Invasive HFOV can be used either as an elective or rescue mode in neonates [19]. By assessing pulmonary function, HFOV minimizes ventilator-induced lung injury by using tidal volumes below the anatomical dead space [19] and reduced ventilator pressure. According to a meta-analysis, elective HFOV results in a reduction in the risk of BPD, death, and severe retinopathy of prematurity compared to conventional mechanical ventilation in preterm infants [20]. However, only one study investigated its utility in late preterm and term infants [21].

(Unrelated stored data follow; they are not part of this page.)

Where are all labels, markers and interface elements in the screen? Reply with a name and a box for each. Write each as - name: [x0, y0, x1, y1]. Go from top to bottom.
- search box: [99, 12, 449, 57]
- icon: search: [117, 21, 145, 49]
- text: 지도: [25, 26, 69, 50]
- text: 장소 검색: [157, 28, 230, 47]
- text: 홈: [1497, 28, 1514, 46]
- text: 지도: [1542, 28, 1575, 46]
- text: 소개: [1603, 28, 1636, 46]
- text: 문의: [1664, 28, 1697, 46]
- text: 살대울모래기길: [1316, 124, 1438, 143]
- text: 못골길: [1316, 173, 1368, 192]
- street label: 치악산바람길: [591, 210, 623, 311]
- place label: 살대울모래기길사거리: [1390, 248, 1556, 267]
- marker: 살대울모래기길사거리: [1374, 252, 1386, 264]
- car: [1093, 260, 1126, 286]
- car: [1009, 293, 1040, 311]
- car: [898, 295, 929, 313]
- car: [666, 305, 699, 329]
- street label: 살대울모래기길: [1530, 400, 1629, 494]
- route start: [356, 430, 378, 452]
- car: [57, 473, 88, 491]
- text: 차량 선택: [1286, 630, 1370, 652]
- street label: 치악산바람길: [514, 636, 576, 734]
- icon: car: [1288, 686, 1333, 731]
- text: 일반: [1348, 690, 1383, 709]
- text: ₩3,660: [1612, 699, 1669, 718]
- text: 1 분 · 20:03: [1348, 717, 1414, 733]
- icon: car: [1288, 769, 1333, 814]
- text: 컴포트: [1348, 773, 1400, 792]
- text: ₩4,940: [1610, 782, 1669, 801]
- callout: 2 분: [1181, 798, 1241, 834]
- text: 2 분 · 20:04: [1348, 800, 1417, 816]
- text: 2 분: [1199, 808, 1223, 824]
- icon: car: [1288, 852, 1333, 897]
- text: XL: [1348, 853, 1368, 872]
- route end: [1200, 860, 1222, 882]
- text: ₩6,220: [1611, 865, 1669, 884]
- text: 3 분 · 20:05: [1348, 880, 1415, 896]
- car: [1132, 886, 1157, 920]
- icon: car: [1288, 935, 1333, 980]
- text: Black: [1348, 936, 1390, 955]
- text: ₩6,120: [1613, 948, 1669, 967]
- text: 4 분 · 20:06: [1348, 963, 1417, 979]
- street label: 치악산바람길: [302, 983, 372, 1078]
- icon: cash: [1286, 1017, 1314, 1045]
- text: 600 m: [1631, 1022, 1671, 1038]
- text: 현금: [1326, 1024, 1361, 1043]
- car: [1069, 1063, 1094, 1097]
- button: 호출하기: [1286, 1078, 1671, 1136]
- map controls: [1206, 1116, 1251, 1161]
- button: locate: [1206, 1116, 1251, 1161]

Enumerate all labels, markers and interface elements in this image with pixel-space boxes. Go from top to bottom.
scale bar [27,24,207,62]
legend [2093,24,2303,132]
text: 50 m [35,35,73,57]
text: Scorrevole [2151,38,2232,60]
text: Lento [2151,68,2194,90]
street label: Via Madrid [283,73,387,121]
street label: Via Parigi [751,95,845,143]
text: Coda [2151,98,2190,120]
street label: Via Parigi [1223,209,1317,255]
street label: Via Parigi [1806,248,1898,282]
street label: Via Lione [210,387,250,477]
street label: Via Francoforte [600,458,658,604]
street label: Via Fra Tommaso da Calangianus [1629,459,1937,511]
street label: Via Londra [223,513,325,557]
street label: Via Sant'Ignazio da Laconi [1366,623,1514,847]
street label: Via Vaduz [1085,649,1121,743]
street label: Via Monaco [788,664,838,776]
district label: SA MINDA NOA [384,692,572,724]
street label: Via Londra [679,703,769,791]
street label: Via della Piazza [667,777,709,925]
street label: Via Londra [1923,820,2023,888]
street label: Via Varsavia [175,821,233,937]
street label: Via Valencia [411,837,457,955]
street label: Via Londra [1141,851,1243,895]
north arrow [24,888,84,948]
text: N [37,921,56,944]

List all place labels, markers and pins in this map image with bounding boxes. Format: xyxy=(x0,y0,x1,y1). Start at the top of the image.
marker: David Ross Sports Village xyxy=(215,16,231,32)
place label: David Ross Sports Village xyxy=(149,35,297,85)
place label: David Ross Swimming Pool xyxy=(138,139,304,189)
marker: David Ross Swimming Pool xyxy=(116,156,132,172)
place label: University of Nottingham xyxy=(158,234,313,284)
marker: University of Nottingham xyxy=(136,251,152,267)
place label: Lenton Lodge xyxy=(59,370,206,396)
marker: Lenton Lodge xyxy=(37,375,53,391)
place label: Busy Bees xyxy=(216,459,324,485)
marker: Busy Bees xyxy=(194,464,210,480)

Previous studies have shown that the new NIV modes (both nHFOV and nSIPPV) in preterm infants reduce treatment failure and endotracheal ventilation as the primary mode [22] and lower the reintubation rates when used post-extubation [12,23,24] compared with nCPAP. In this study, they also reduced VAP incidence as a long-term outcome. Importantly, early or aggressive extubation may be difficult in routine practice unless full support for NIV is provided after extubation, especially in preterm infants. The VAP incidence density ratio decreased to 0.25 (four times from the reference) and 0.19 (five times from the reference) in periods 2 and 3, respectively, compared to period 1 (reference). nSIPPV may be superior to other NIV modes, reducing extubation failure (reintubation rate) [12] and improving ventilation (lower arterial PaCO2). Moreover, VAP incidence was low at the end of period 1; therefore, there was no significant change in period 2 (oral care) or period 3 (nSIPPV).
The gut-lung interaction may involve crosstalk between oral, intestinal, respiratory, and immune systems. Breast milk has the most protective and effective immunomodulatory activity owing to enrichment of immune-active factors. A previous meta-analysis reported that oral care with breast milk reduced VAP incidence (risk ratio = 0.41, 95% confidence interval [CI] 0.23–0.75) and necrotizing enterocolitis (risk ratio = 0.54, 95% CI 0.30–0.95), while shortening invasive ventilation duration (mean difference = −0.45 days, 95% CI −0.73 to −0.18) and length of stay (mean difference = −5.74 days, 95% CI −10.39 to −1.10) in mechanically ventilated preterm infants [7]. Regular and meticulous oral hygiene is pivotal in preventing VAP in ventilated neonates.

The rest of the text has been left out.